▼

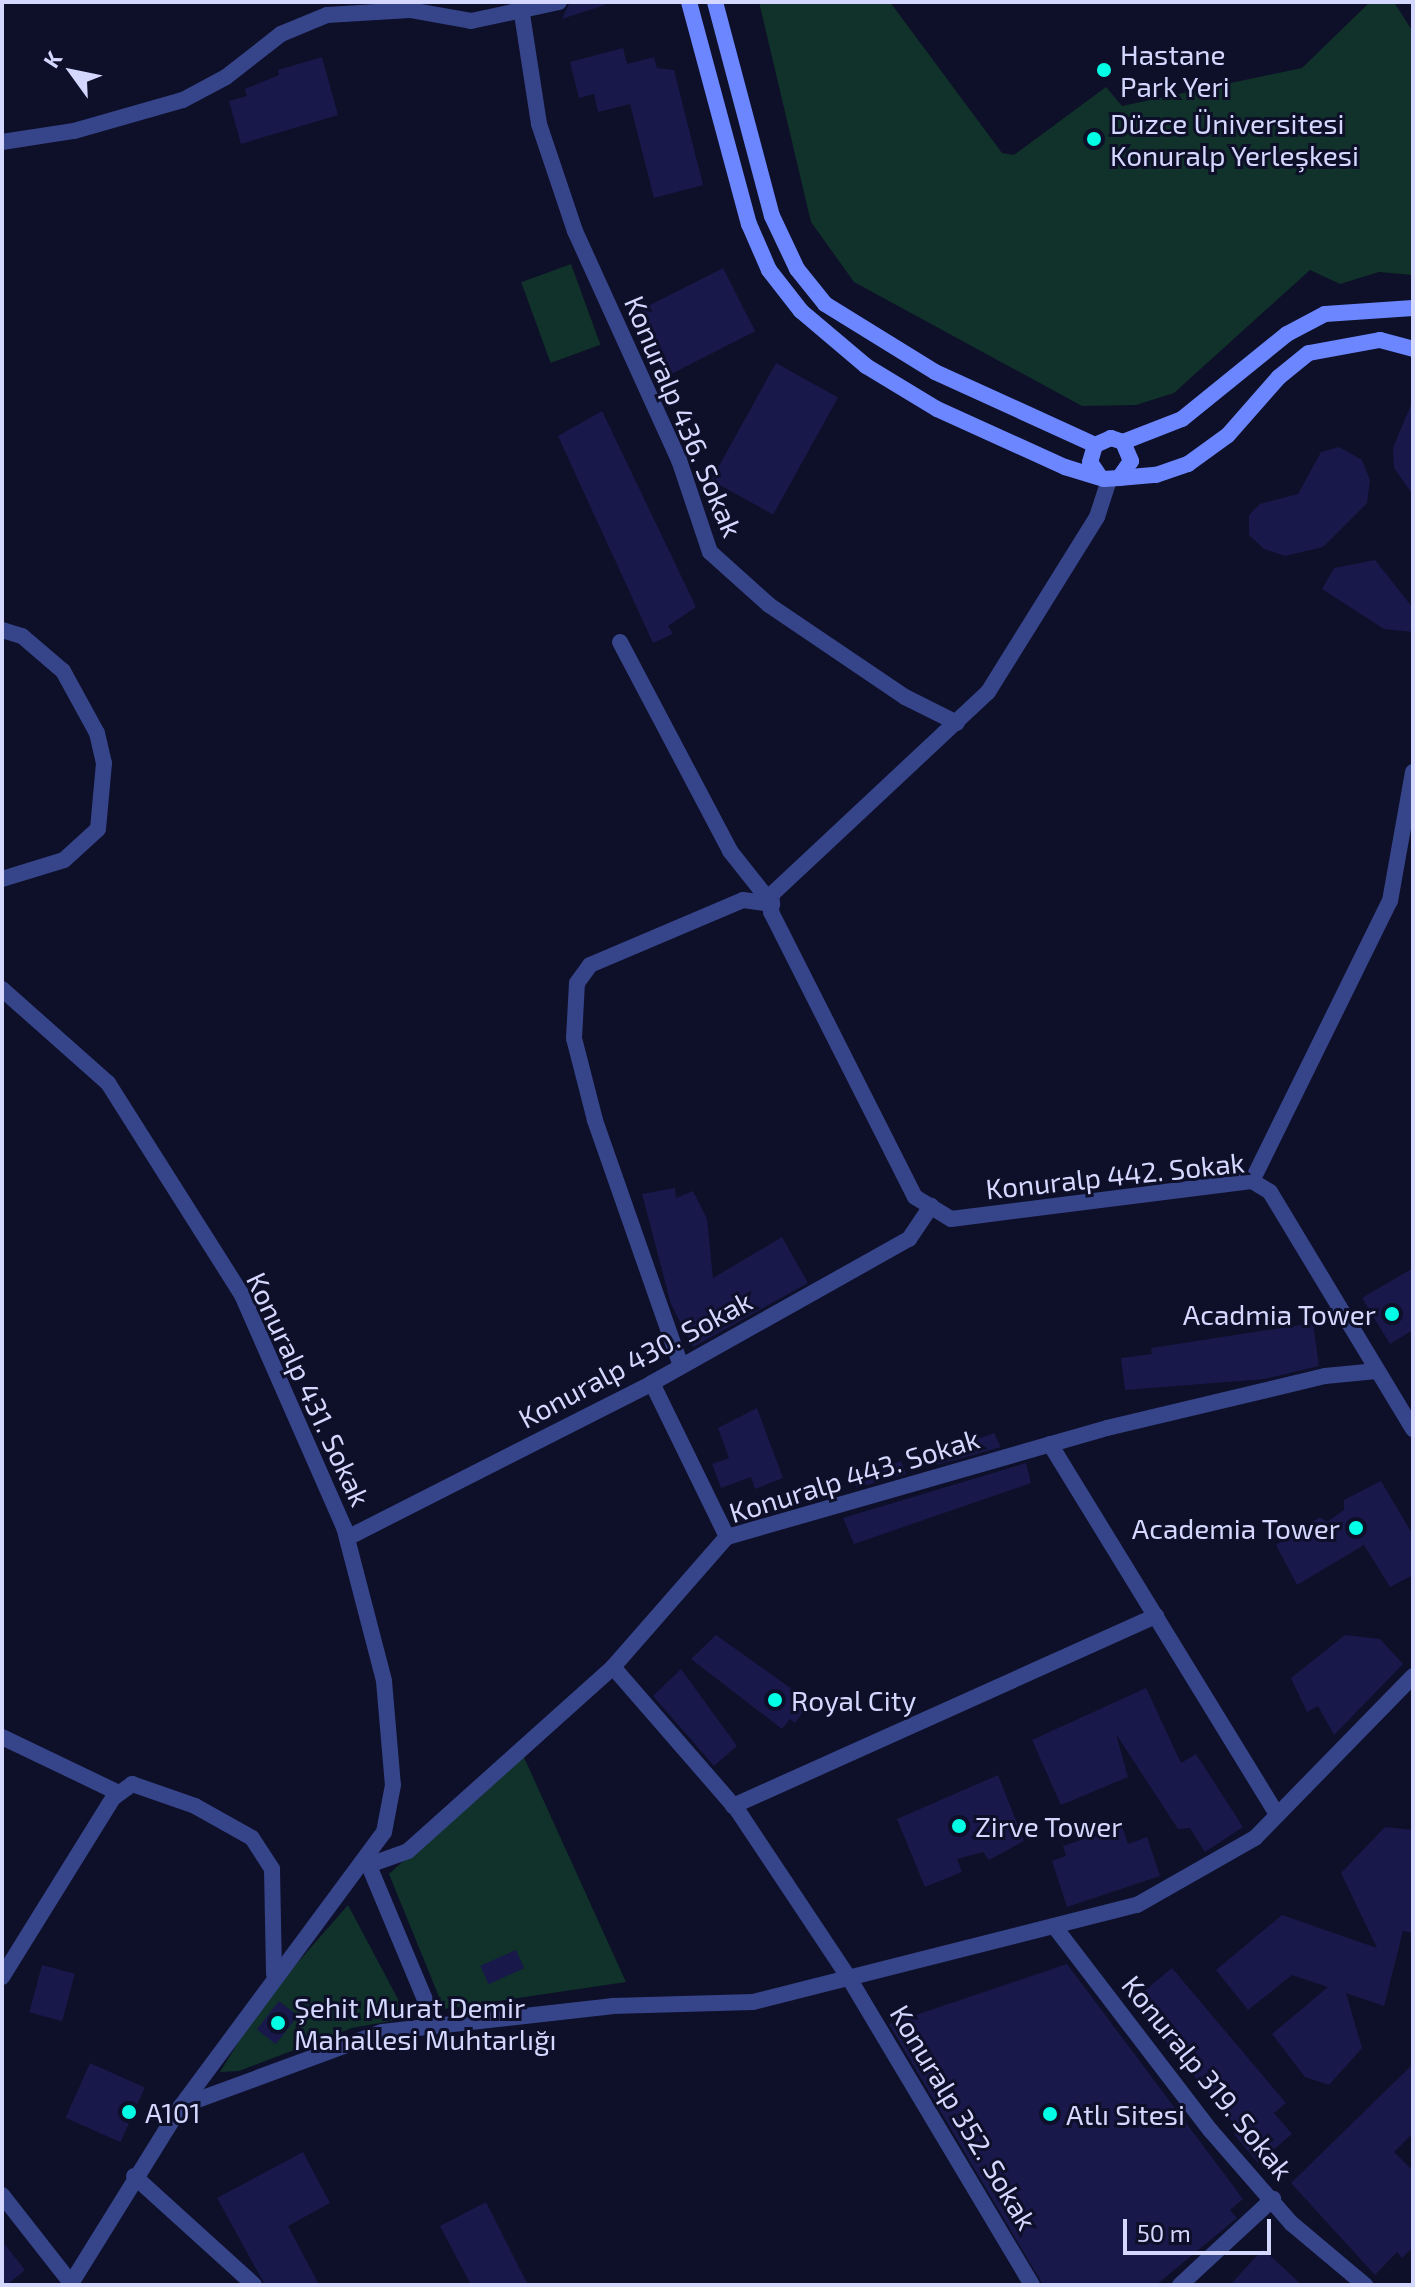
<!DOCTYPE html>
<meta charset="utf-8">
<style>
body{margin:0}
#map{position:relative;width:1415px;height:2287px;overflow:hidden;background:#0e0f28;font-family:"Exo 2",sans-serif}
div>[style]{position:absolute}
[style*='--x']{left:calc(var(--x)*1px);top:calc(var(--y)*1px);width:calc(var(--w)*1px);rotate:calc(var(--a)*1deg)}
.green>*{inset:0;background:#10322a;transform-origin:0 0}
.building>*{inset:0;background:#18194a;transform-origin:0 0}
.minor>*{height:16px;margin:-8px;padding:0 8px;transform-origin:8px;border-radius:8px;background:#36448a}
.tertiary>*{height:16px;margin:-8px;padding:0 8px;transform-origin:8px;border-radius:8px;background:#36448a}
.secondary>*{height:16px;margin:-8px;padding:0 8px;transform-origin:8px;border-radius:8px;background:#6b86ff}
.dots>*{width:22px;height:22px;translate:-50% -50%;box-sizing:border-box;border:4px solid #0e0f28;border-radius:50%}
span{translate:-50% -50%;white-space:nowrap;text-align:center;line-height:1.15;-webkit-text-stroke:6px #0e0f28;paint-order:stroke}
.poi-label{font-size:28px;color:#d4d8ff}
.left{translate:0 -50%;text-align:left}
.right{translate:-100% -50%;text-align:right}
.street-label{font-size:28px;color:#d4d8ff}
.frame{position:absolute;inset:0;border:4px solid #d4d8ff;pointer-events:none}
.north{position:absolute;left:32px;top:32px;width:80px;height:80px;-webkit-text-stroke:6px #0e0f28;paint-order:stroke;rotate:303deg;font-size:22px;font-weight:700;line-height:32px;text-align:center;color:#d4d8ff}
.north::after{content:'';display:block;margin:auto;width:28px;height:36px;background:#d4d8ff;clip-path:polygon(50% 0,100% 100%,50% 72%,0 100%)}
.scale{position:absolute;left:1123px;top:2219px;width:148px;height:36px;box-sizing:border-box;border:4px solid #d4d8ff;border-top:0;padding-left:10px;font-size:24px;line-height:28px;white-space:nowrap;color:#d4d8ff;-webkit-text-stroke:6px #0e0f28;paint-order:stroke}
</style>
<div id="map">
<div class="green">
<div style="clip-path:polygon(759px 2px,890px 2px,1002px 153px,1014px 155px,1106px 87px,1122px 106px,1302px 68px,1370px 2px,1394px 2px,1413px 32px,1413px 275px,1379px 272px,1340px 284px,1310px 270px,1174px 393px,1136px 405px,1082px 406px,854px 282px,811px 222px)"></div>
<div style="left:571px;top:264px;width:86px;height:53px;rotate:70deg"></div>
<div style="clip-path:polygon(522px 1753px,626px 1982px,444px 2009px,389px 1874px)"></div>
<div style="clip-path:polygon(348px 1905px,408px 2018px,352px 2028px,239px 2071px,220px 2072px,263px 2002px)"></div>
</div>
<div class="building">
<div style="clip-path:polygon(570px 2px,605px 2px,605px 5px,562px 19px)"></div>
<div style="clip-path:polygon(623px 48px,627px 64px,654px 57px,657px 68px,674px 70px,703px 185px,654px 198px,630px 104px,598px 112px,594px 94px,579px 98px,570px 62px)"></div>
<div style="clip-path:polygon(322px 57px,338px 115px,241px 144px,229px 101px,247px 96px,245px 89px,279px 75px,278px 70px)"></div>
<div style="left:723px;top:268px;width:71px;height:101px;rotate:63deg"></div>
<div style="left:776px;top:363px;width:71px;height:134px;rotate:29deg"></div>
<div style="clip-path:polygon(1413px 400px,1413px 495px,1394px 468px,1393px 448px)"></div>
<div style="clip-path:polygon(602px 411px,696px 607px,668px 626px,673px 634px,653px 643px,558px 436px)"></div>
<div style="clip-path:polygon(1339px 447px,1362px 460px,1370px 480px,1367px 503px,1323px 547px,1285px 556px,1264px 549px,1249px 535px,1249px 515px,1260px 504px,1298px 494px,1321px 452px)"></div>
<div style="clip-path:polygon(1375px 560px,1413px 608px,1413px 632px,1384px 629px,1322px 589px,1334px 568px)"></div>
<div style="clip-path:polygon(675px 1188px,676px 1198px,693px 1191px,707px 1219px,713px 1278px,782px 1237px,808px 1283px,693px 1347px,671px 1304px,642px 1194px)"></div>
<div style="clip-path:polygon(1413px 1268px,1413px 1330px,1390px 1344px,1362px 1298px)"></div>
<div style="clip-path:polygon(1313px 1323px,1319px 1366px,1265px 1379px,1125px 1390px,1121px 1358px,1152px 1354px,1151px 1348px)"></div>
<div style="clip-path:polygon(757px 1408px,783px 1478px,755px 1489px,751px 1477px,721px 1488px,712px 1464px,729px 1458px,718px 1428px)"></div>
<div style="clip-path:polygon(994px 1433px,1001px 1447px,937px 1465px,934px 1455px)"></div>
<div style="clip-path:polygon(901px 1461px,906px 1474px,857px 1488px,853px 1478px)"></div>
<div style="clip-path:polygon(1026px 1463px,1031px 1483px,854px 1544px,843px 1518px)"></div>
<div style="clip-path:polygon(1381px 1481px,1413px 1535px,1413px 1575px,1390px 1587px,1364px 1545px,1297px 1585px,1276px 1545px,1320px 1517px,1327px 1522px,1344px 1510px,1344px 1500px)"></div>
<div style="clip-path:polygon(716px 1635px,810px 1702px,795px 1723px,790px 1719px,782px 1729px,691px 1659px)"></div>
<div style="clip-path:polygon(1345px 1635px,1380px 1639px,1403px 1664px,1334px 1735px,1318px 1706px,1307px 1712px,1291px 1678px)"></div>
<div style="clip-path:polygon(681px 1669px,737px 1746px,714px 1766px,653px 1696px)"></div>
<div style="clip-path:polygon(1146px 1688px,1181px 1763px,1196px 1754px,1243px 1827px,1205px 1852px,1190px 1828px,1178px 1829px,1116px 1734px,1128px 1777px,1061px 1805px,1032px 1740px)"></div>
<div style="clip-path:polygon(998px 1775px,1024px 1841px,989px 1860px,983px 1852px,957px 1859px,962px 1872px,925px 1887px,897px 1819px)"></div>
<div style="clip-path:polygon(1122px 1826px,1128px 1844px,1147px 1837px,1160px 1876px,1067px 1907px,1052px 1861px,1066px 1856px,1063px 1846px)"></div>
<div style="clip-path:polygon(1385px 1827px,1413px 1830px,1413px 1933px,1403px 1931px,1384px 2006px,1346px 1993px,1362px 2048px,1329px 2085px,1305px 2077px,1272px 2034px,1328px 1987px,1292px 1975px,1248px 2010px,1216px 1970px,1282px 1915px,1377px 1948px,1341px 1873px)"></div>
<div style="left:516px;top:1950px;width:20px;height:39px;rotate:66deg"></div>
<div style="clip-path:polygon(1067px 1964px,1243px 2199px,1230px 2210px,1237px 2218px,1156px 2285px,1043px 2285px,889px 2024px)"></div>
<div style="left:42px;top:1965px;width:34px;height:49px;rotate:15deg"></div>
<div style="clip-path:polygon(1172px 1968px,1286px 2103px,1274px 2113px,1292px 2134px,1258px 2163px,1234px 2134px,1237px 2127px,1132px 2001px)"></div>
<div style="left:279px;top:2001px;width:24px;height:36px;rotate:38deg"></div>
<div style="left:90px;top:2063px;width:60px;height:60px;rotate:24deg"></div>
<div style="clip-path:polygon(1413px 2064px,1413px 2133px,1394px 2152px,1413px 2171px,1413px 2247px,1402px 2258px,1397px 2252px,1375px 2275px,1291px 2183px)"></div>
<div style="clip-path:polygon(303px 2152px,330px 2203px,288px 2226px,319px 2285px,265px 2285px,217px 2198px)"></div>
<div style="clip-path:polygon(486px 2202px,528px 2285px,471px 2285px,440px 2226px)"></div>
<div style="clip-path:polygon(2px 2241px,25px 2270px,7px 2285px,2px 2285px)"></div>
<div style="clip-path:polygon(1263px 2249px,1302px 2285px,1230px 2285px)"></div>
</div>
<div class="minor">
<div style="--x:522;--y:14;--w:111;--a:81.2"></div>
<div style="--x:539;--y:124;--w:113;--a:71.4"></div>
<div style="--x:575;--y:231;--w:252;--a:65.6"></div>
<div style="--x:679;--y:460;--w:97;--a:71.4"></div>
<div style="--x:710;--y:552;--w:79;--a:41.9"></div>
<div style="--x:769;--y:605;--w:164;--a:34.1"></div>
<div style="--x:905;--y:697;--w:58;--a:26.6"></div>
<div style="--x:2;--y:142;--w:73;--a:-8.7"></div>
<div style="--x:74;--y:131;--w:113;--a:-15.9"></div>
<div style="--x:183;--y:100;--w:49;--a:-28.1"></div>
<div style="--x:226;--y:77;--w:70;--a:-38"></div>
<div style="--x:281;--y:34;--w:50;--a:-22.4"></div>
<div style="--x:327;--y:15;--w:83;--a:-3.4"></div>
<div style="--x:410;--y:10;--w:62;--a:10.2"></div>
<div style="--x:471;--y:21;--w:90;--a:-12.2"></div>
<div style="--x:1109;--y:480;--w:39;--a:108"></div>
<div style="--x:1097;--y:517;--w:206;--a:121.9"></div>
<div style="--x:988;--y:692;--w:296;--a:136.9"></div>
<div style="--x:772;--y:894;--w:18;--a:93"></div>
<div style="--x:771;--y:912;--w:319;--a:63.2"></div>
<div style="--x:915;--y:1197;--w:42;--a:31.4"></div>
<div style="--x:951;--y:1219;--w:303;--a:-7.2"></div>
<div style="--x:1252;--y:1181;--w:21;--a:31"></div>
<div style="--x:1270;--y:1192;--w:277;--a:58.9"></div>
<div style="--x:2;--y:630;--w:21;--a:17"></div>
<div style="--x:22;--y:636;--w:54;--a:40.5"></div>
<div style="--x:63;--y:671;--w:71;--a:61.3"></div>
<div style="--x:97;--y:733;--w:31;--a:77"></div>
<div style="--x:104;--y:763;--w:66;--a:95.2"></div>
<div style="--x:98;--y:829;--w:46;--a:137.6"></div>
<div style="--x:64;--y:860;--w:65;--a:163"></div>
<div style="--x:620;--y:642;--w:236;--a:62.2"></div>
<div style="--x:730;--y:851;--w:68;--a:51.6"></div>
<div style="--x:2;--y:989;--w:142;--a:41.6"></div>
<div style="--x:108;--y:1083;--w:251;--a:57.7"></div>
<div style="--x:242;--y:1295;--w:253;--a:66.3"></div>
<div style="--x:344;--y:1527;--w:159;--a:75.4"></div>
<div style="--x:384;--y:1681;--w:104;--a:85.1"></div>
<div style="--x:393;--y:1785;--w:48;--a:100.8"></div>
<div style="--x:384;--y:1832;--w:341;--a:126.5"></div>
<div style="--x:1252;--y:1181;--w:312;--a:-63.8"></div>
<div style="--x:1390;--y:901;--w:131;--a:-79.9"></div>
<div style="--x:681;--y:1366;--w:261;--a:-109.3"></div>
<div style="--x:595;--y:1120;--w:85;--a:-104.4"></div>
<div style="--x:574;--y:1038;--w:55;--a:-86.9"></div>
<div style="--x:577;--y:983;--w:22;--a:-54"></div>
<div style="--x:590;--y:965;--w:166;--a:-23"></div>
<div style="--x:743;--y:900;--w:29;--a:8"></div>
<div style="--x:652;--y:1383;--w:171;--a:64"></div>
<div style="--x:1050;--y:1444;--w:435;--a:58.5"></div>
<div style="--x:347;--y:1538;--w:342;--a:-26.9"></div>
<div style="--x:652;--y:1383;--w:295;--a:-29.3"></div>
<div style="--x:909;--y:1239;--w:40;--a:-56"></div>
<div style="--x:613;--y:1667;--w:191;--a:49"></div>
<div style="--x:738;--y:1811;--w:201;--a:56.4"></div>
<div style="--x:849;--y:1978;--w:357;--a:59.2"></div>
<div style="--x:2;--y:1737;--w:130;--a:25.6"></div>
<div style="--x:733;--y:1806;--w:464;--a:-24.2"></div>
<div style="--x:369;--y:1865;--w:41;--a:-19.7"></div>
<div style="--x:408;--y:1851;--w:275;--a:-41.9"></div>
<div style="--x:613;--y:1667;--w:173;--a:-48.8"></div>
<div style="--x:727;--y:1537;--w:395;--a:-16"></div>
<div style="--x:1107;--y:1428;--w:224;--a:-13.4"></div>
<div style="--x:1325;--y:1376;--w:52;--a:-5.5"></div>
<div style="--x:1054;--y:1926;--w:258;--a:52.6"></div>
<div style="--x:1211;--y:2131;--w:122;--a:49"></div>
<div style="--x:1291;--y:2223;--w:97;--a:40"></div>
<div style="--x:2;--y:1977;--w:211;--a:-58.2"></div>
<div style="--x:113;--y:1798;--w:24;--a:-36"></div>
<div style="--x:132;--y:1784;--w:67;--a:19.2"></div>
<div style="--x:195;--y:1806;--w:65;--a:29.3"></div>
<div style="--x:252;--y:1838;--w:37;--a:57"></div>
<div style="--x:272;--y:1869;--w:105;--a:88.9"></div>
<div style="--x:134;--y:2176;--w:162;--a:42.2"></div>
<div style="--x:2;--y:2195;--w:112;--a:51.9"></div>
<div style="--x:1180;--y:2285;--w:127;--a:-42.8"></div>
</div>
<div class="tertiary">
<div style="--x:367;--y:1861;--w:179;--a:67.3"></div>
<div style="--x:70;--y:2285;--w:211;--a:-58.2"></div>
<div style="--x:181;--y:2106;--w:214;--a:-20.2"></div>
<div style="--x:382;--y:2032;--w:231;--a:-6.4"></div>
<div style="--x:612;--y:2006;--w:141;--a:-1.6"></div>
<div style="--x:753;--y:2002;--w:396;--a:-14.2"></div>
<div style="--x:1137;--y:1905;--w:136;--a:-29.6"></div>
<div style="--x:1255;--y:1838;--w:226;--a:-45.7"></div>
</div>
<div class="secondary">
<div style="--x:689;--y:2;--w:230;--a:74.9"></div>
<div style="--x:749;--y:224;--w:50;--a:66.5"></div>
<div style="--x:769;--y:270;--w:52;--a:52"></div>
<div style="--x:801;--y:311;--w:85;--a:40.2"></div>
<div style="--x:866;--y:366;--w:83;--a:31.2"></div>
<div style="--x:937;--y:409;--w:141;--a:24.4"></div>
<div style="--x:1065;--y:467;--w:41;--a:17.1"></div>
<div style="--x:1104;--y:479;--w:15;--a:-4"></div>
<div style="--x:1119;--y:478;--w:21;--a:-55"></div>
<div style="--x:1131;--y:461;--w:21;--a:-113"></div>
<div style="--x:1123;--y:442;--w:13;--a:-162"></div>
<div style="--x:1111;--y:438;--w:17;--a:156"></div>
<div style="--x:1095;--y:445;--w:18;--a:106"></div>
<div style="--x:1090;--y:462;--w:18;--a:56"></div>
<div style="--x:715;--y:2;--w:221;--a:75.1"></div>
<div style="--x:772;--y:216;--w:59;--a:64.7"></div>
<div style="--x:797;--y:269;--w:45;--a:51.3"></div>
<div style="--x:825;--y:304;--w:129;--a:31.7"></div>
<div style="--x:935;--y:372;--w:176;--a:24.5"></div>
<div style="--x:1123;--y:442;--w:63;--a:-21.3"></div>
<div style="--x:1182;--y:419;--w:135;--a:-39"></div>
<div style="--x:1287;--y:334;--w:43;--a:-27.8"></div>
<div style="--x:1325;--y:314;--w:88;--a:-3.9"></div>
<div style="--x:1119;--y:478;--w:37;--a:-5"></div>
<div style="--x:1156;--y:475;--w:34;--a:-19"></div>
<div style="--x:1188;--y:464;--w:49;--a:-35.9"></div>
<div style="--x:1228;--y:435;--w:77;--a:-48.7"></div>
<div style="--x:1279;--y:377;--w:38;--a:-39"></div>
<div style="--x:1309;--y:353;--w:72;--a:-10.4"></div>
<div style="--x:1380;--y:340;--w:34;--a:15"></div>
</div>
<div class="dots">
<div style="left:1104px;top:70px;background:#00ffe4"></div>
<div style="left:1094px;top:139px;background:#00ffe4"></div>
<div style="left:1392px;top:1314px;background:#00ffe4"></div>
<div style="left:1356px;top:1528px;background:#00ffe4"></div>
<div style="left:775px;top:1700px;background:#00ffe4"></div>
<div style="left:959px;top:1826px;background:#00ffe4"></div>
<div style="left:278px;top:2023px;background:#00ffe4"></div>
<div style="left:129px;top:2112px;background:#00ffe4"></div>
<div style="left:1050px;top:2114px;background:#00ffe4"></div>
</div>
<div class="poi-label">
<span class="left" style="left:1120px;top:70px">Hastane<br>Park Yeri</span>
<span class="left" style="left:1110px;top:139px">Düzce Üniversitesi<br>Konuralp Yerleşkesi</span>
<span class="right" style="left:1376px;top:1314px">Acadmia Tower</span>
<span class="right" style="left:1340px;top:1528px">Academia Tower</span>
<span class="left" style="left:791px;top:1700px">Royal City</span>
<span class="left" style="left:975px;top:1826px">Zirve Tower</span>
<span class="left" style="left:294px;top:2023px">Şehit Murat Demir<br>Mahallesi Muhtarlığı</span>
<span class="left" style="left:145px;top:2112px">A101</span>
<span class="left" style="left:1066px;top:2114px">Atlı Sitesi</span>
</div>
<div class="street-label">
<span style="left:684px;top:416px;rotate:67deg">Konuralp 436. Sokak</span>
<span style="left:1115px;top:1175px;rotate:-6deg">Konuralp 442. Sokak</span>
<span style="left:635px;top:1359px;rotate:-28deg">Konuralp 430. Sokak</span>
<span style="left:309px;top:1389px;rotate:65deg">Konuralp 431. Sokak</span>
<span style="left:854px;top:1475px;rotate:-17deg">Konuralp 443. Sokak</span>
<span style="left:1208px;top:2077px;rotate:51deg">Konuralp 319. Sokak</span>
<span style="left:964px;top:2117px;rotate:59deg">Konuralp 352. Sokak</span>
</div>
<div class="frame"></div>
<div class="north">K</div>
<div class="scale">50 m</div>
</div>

▲

» Task to complete
Return only the number of lines above that include "green".

» Result for this exercise
2